- [Instructions for the task]:
Repeat verbatim what the listing holds, but not its pictures.

------ Data for the task ------

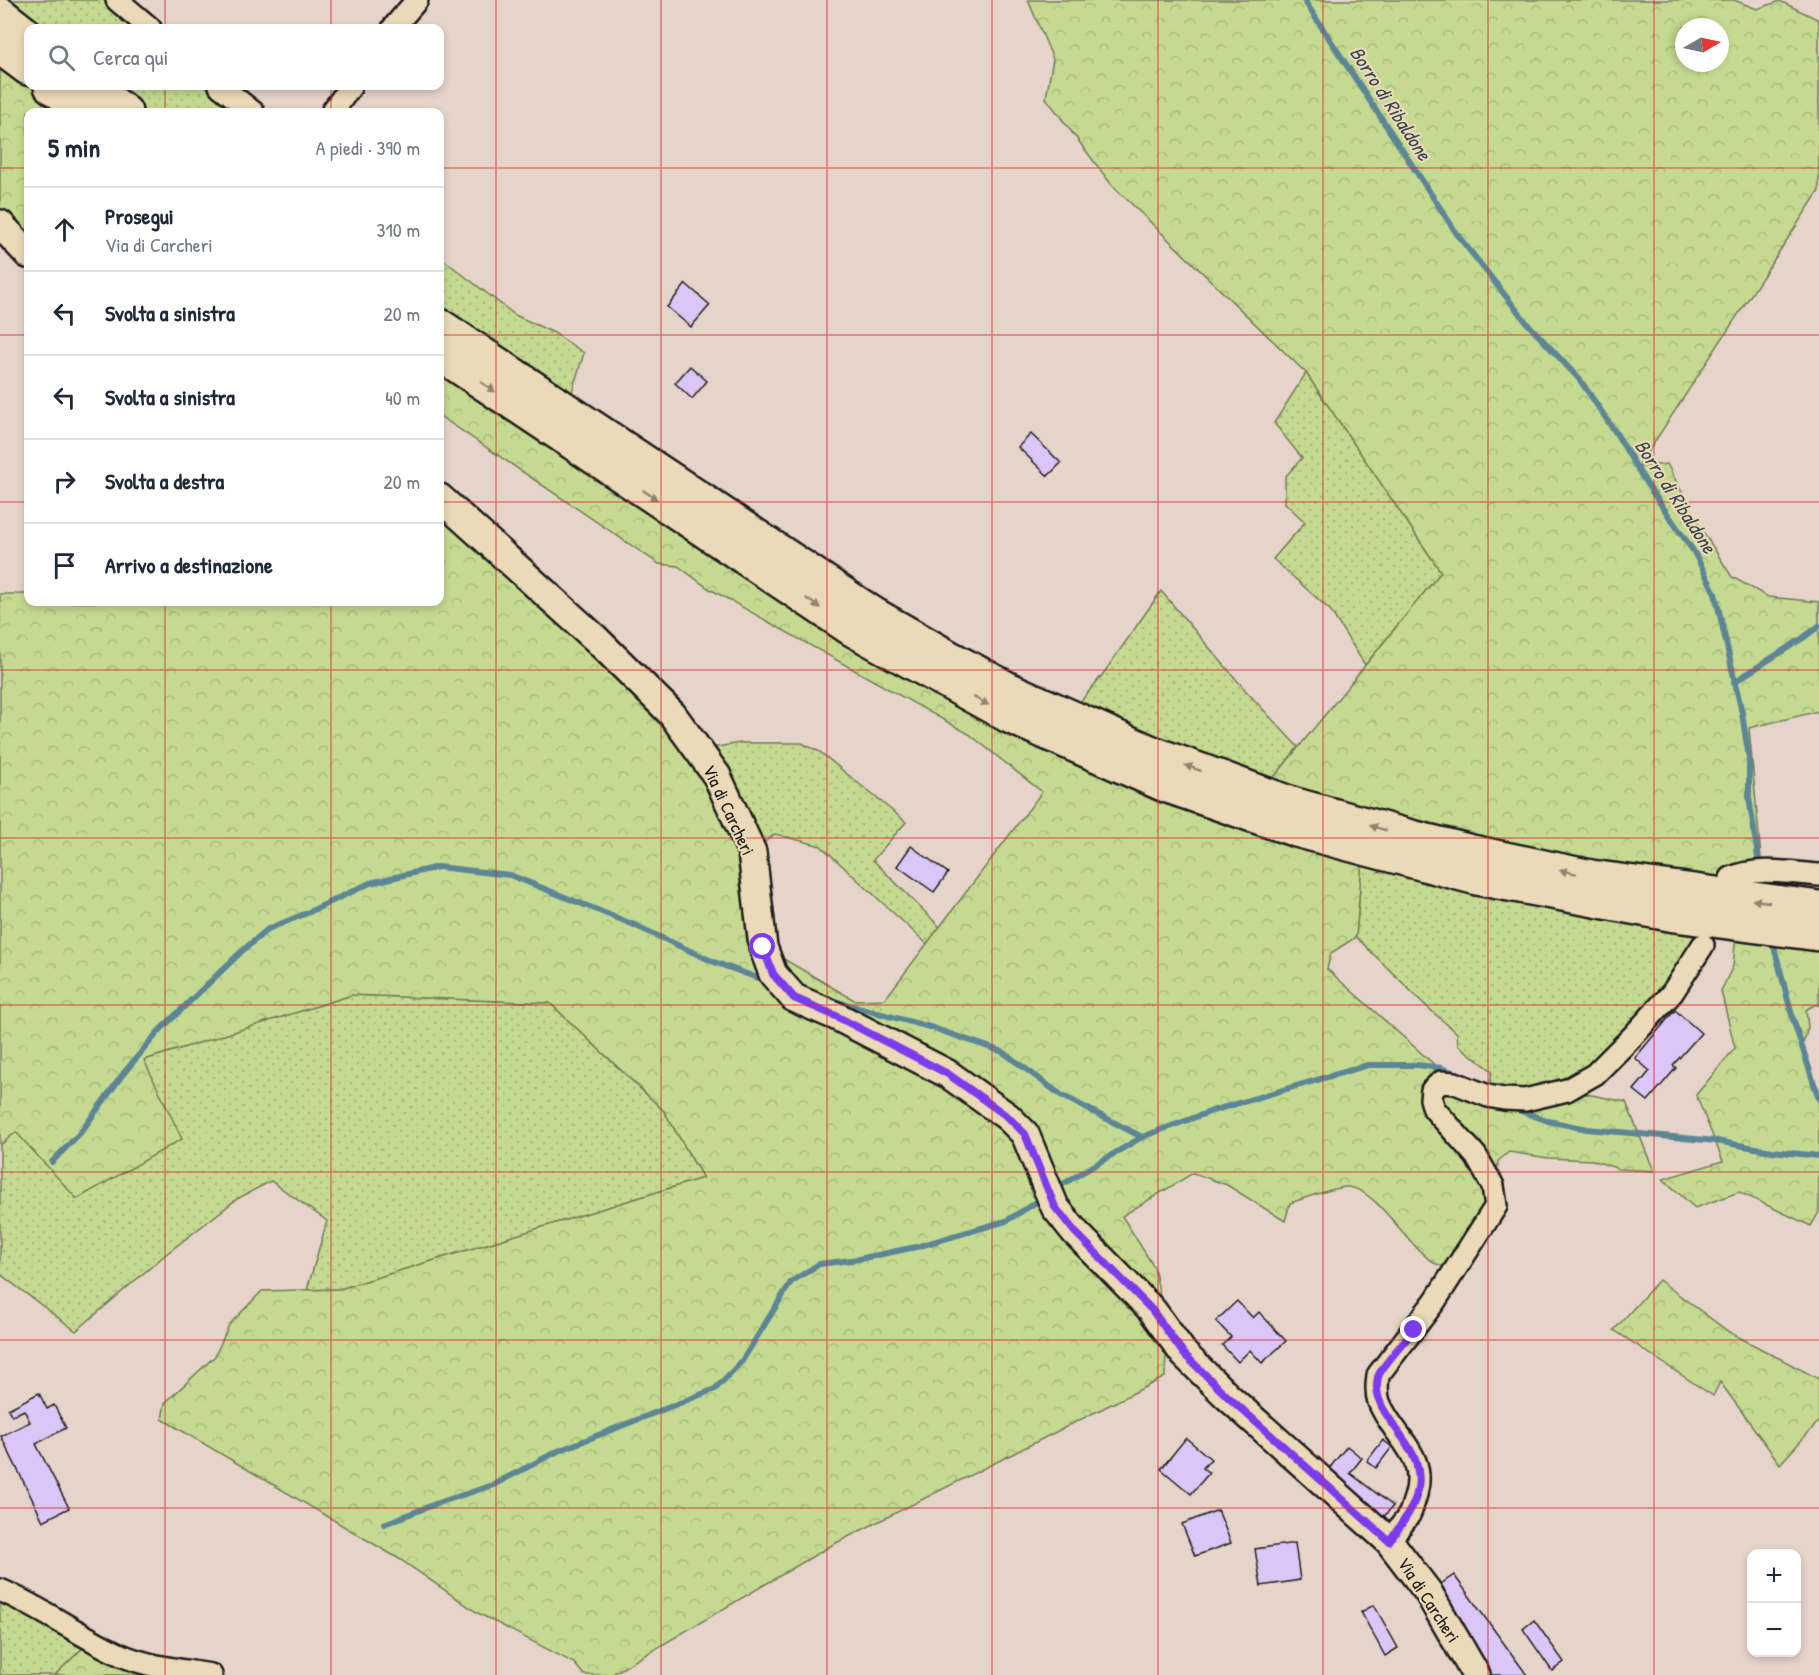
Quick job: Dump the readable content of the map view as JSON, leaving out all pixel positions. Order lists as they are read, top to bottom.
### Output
{
  "streets": {
    "street": ["Via di Carcheri"]
  },
  "water": ["Borro di Ribaldone"],
  "north": "right",
  "page": {
    "search": "Cerca qui",
    "heading": ["5 min", "A piedi · 390 m"],
    "list": [
      ["Prosegui", "Via di Carcheri", "310 m"],
      ["Svolta a sinistra", "20 m"],
      ["Svolta a sinistra", "40 m"],
      ["Svolta a destra", "20 m"],
      "Arrivo a destinazione"
    ],
    "map_buttons": ["+", "−"]
  }
}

------

- [Task result]:
Quick job: Dump the readable content of the map view as JSON, leaving out all pixel positions. Order lists as they are read, top to bottom.
### Output
{
  "streets": {
    "street": ["Via di Carcheri"]
  },
  "water": ["Borro di Ribaldone"],
  "north": "right",
  "page": {
    "search": "Cerca qui",
    "heading": ["5 min", "A piedi · 390 m"],
    "list": [
      ["Prosegui", "Via di Carcheri", "310 m"],
      ["Svolta a sinistra", "20 m"],
      ["Svolta a sinistra", "40 m"],
      ["Svolta a destra", "20 m"],
      "Arrivo a destinazione"
    ],
    "map_buttons": ["+", "−"]
  }
}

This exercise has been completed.